*** Opening The records ***

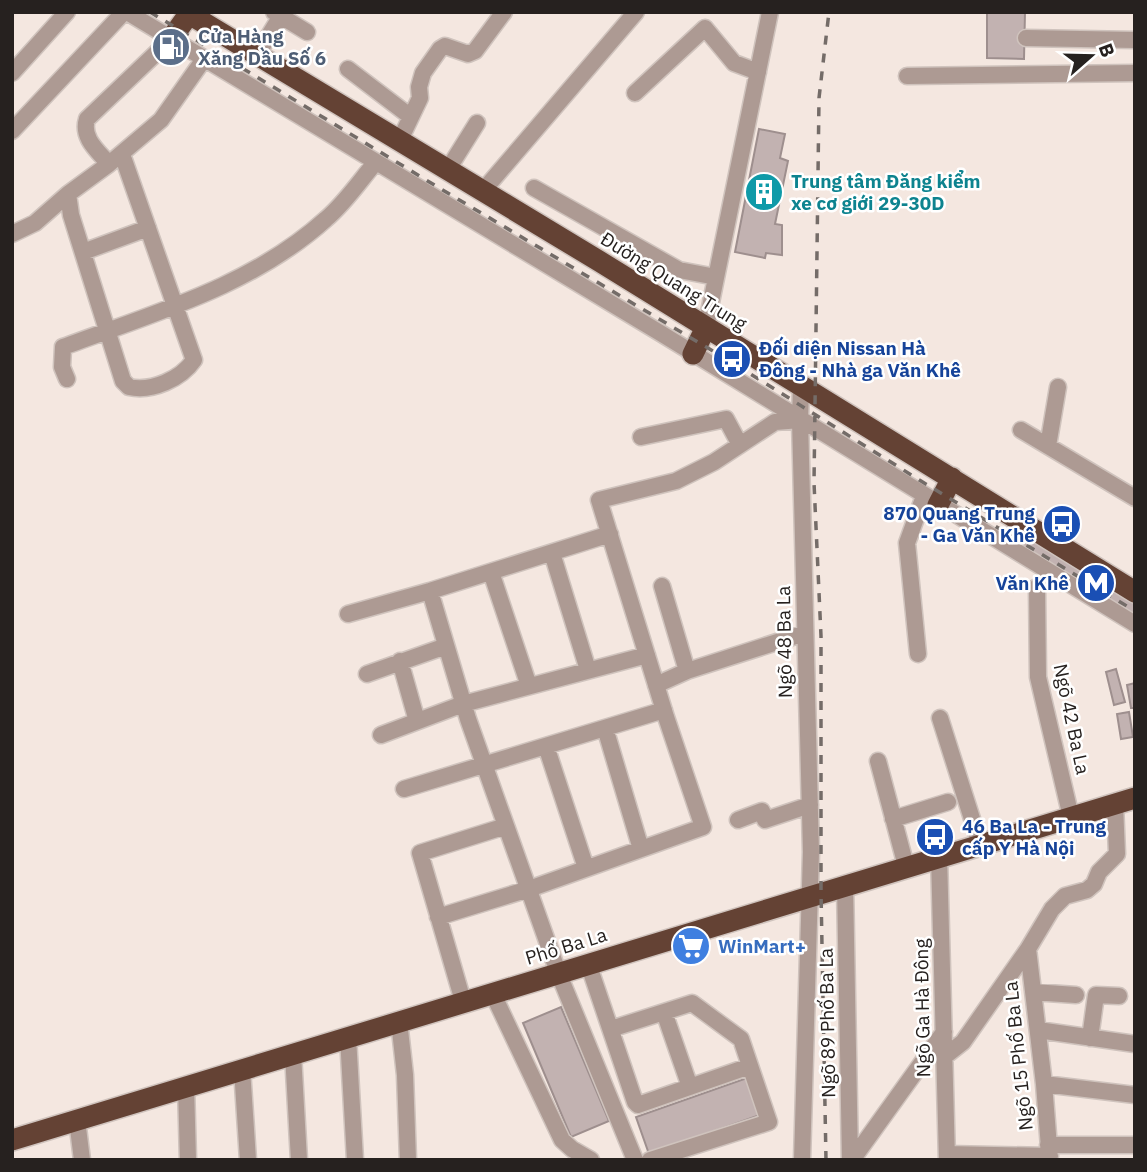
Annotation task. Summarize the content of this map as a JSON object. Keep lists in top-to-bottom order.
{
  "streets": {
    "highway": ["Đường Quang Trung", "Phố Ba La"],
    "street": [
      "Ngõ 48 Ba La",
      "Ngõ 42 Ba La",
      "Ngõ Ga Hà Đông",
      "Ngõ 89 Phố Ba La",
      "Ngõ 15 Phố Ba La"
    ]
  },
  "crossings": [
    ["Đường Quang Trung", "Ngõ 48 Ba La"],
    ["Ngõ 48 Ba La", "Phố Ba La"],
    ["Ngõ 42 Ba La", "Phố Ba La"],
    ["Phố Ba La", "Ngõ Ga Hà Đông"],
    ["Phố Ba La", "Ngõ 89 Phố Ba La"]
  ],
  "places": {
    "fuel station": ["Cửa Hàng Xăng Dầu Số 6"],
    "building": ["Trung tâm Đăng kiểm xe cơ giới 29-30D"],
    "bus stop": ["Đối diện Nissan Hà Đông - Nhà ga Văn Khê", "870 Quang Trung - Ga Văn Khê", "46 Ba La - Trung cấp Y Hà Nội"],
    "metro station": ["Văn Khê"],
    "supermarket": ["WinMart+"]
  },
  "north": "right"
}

*** Closing The records ***

## Task objective
Find each line in the records above that contains "Đông", and copy it.

## Answer below
      "Ngõ Ga Hà Đông",
    ["Phố Ba La", "Ngõ Ga Hà Đông"],
    "bus stop": ["Đối diện Nissan Hà Đông - Nhà ga Văn Khê", "870 Quang Trung - Ga Văn Khê", "46 Ba La - Trung cấp Y Hà Nội"],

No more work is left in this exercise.